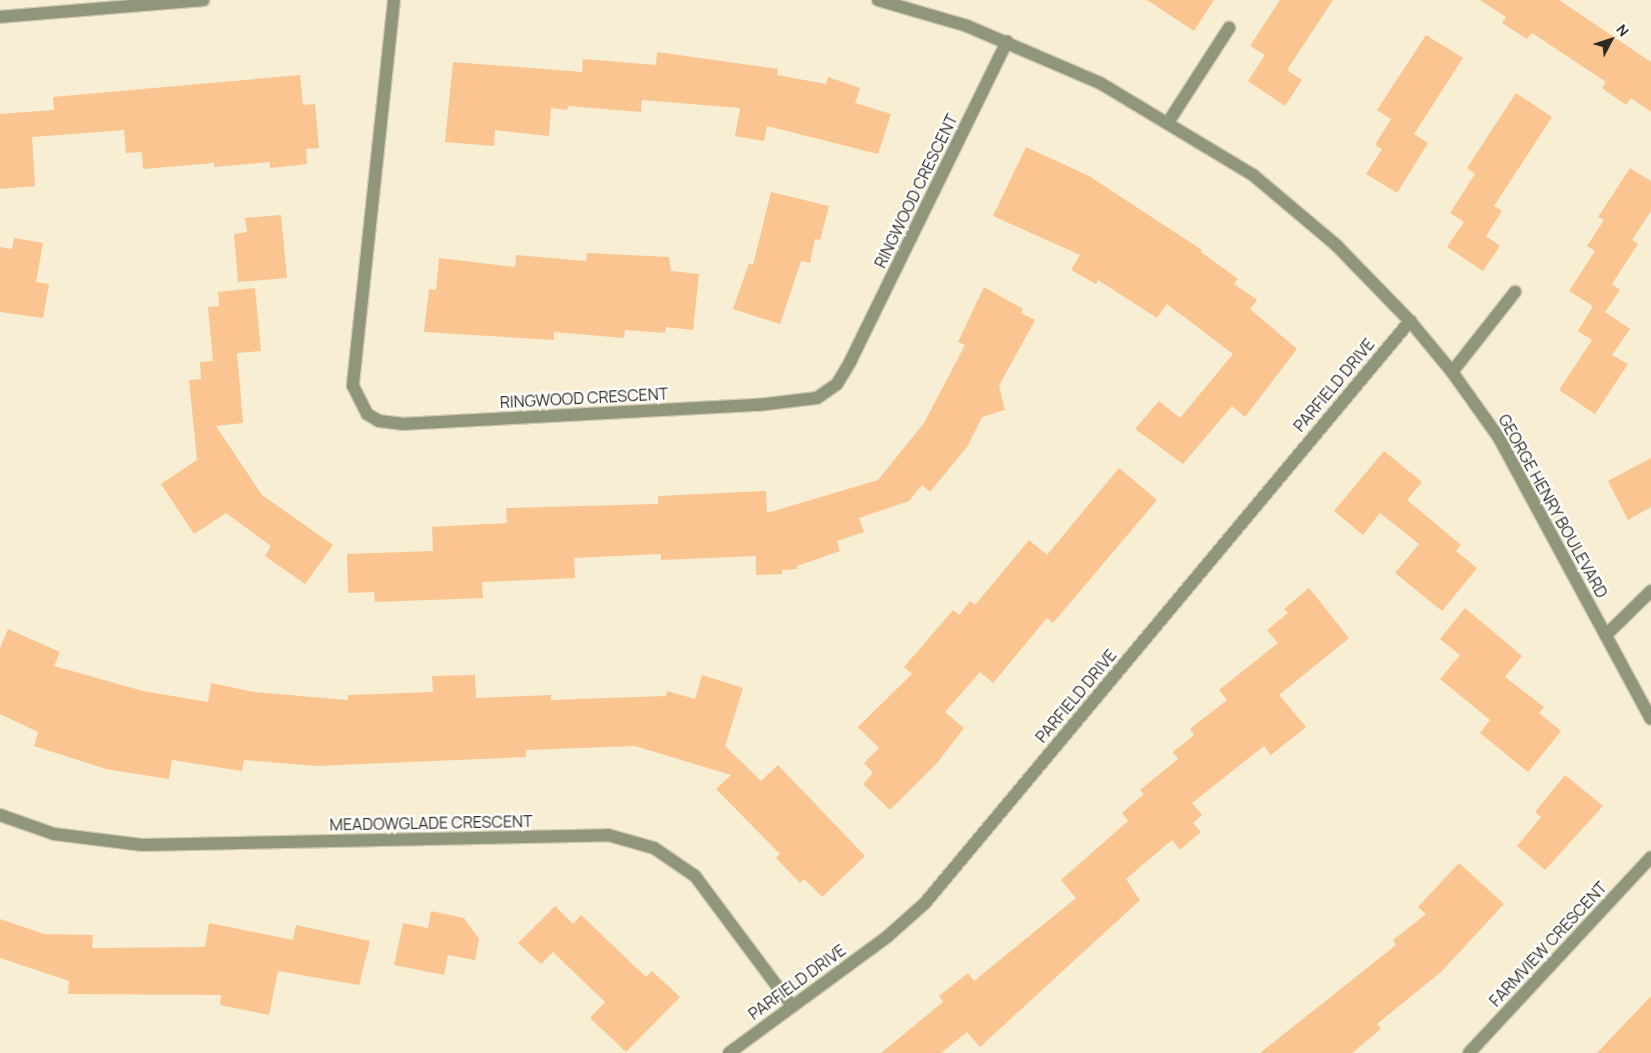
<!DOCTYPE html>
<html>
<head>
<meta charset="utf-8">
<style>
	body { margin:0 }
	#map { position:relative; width:1651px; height:1053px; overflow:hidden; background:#f7eed3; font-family:Manrope,sans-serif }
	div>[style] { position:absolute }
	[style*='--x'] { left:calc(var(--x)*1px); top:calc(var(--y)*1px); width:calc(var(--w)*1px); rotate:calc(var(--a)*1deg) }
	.building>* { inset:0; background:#fac590 }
	.roads { filter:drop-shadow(1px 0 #d3cbb3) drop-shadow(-1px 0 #d3cbb3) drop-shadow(0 1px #d3cbb3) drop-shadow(0 -1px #d3cbb3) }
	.lane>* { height:12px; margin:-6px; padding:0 6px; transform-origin:6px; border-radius:6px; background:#90967a }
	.street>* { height:12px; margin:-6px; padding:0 6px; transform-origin:6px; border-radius:6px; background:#90967a }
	span { translate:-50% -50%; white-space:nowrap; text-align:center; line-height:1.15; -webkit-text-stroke:4.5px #fff; paint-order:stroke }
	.street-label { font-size:16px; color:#2e2b20 }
	.north { position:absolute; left:1586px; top:15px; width:50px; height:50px; -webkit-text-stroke:4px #fff; paint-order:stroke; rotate:50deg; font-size:14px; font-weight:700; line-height:20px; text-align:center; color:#2e2b20 }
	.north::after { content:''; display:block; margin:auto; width:18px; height:22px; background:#2e2b20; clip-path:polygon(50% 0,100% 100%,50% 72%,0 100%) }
</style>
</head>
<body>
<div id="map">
	<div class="building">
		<div style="clip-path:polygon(1147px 0,1214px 0,1194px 31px)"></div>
		<div style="clip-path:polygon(1280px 0,1333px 0,1287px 70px,1302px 80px,1285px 106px,1248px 81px,1265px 55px,1250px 46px)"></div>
		<div style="clip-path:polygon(1480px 0,1559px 0,1651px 62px,1651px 112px,1631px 98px,1626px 105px,1602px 88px,1606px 82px,1532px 33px,1527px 39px,1502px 23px,1506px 17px)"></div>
		<div style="clip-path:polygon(1426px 35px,1463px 58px,1414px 134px,1428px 143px,1397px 193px,1366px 174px,1382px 149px,1375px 145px,1391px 119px,1377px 110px)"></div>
		<div style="clip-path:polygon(657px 52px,778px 69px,777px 75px,826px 84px,828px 77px,860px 88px,855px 103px,891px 114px,878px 154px,767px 126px,764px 141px,735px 136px,740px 108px,642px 100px,641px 112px,568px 106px,567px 110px,551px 108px,549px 136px,495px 130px,494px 146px,445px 142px,453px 62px,582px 72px,583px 59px,656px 65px)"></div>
		<div style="clip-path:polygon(300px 75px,303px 105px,315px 104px,319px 148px,306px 149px,307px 164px,270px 168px,270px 162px,214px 167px,214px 163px,143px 169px,142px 152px,126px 153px,124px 130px,32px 137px,35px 186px,0 189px,0 114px,54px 110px,53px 97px)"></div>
		<div style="clip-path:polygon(1516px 93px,1552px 117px,1494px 206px,1502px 211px,1486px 236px,1500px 246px,1483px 271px,1447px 247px,1464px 222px,1450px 213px,1475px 174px,1467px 168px)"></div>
		<div style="clip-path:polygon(1026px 147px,1089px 176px,1202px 250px,1201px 252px,1238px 279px,1234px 284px,1257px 300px,1250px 309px,1297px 349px,1245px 417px,1232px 406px,1183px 464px,1135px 429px,1159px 401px,1180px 418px,1233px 354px,1167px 304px,1157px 318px,1098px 280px,1096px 284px,1071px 270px,1080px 255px,993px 216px)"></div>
		<div style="clip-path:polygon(1630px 168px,1651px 181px,1651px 211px,1632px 240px,1638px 244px,1612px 284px,1620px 290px,1605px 312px,1630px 329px,1612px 355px,1628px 364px,1595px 414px,1559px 390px,1592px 340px,1578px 331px,1593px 306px,1569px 291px,1595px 251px,1587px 246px,1604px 220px,1598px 217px)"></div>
		<div style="clip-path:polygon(771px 192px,829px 206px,820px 240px,815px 239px,810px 263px,801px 261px,780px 324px,733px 309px,749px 263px,753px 265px)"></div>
		<div style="clip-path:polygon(281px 215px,287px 278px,238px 282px,234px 234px,247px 232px,245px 218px)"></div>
		<div style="clip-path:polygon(14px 238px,43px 243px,36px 282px,49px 284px,43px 318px,0 312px,0 247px,12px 249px)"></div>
		<div style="clip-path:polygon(587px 253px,669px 257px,671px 271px,699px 274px,693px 330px,666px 327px,665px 333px,625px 330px,624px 338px,554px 332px,554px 340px,424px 332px,429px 289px,436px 290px,439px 258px,515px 267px,516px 255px,586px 261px)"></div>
		<div style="clip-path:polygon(984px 287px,1023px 309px,1021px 313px,1035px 320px,999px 386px,1005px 410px,982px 417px,967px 447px,930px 492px,922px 485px,909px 501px,859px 518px,864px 532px,837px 541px,840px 551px,797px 566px,797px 569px,782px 570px,782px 574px,756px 575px,756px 556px,661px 560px,661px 554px,574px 558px,575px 578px,482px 582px,483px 598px,375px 602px,374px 592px,348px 593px,347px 554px,433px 551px,432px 527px,507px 523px,506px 508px,658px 504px,658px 496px,766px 491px,767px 513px,878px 480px,924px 423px,965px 345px,958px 342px)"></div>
		<div style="clip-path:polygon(255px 288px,261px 351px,237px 353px,243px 423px,216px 426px,262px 495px,333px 545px,305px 584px,265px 556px,271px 546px,226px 513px,194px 534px,161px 484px,197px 460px,189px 380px,201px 379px,200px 362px,213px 361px,208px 307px,219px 306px,218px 292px)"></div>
		<div style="clip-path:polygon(1384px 451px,1422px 482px,1407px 500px,1461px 545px,1456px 551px,1477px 568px,1442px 611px,1395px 573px,1419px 544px,1380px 513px,1363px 535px,1334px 511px)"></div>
		<div style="clip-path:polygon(1651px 458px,1651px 507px,1628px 520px,1608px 481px)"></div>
		<div style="clip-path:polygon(1119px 468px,1157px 500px,1053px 623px,1047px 618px,993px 683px,980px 672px,945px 712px,964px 728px,937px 763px,890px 810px,863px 784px,873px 773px,864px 763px,879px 748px,858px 727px,912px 674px,904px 667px,953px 610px,959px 615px,970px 601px,975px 605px,1029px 540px,1047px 555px)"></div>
		<div style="clip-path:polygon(1309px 588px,1349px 638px,1279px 695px,1306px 727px,1271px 755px,1264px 746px,1192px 803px,1202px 815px,1193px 823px,1201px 832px,1180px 850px,1172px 840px,1126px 879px,1140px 900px,980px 1047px,967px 1032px,941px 1053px,881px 1053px,943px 1002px,939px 996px,968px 973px,974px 981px,1076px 898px,1061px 880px,1128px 821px,1122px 813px,1144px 794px,1140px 790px,1178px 759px,1173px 752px,1194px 735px,1190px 729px,1227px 700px,1219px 690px,1278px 643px,1267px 630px,1288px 613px,1284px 609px)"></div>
		<div style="clip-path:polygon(1465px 608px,1522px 656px,1505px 677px,1544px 707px,1539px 713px,1561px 731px,1528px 772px,1480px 733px,1490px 720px,1440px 679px,1460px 655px,1440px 639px)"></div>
		<div style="clip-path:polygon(8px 629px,60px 652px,54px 666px,143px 691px,208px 702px,211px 683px,254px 692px,348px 700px,348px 695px,433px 692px,432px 676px,475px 675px,476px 698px,551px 695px,551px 700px,666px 696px,667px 691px,695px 699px,702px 675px,743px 688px,725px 746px,761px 781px,778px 765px,865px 856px,822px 897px,804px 879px,800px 883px,776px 858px,780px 854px,716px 789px,731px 775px,635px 746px,526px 750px,526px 757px,316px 766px,244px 760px,242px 771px,172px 760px,169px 779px,106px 769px,34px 746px,38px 732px,0 714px,0 648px)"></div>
		<div style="clip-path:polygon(1565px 775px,1603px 806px,1545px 870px,1517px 846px,1541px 817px,1535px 812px)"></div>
		<div style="clip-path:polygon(1459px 863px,1504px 904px,1442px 971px,1377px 1024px,1381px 1029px,1352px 1053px,1260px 1053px,1396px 945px,1393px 940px,1426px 914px,1418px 907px)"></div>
		<div style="clip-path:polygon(555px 906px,573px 924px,581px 915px,646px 977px,652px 971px,680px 997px,626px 1052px,590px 1018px,605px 1002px,553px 952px,541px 964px,518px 943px)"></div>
		<div style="clip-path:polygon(431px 911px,464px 918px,479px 939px,475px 960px,448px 955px,444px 975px,394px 965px,403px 923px,428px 928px)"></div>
		<div style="clip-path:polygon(0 919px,44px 934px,93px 935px,92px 948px,205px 947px,209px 923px,293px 940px,296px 925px,370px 941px,359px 985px,278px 971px,269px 1015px,220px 1005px,221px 995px,68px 994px,69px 981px,0 958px)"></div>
		<div style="clip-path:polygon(1651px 996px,1651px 1053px,1597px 1053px)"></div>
	</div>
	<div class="roads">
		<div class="lane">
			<div style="--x:1169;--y:121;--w:111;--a:-57.2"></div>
			<div style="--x:1452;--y:372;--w:102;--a:-51.8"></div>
			<div style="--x:1606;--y:635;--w:63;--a:-44.4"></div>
		</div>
		<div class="street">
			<div style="--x:394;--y:0;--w:388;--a:96.1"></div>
			<div style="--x:353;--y:386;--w:31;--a:63"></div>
			<div style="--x:367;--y:414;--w:14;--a:30"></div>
			<div style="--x:379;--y:421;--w:23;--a:7"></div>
			<div style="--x:402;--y:424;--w:357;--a:-3.1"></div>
			<div style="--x:758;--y:405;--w:59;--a:-6.8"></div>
			<div style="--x:817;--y:398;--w:24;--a:-35"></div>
			<div style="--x:837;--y:384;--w:26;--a:-59"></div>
			<div style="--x:850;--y:362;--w:357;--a:-63.9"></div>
			<div style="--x:878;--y:0;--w:93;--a:16.3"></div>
			<div style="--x:967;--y:26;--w:145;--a:23.2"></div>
			<div style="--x:1100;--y:83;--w:179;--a:31"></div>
			<div style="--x:1253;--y:175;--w:109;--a:40.1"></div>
			<div style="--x:1336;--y:245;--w:106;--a:45.8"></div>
			<div style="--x:1410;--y:321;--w:66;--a:50.5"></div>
			<div style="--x:1452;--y:372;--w:81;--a:54.5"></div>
			<div style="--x:1499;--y:438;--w:319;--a:61.6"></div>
			<div style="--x:0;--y:17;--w:204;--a:-4.8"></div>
			<div style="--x:0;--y:815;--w:57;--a:19.4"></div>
			<div style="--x:54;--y:834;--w:89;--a:7.1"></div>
			<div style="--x:142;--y:845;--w:466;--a:-1.2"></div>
			<div style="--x:608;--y:835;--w:48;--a:15.8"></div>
			<div style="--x:654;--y:848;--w:50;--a:34.3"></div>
			<div style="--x:695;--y:876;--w:162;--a:53.3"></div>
			<div style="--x:729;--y:1053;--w:197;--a:-36.3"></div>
			<div style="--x:888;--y:936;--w:50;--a:-41.7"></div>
			<div style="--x:925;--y:903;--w:758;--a:-50.19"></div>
			<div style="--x:1469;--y:1053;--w:267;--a:-47.1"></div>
		</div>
	</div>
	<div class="street-label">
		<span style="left:916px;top:191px;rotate:-64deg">RINGWOOD CRESCENT</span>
		<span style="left:1334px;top:385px;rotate:-50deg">PARFIELD DRIVE</span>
		<span style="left:584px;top:398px;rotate:-3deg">RINGWOOD CRESCENT</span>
		<span style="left:1553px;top:506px;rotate:61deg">GEORGE HENRY BOULEVARD</span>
		<span style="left:1076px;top:696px;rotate:-50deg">PARFIELD DRIVE</span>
		<span style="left:431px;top:823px;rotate:-1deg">MEADOWGLADE CRESCENT</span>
		<span style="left:1548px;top:944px;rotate:-47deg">FARMVIEW CRESCENT</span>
		<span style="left:797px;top:982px;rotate:-36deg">PARFIELD DRIVE</span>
	</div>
	<div class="north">N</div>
</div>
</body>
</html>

Problem details: The result should be every line that contains "lane", copied from the entries.

Your response:
	.lane>* { height:12px; margin:-6px; padding:0 6px; transform-origin:6px; border-radius:6px; background:#90967a }
		<div class="lane">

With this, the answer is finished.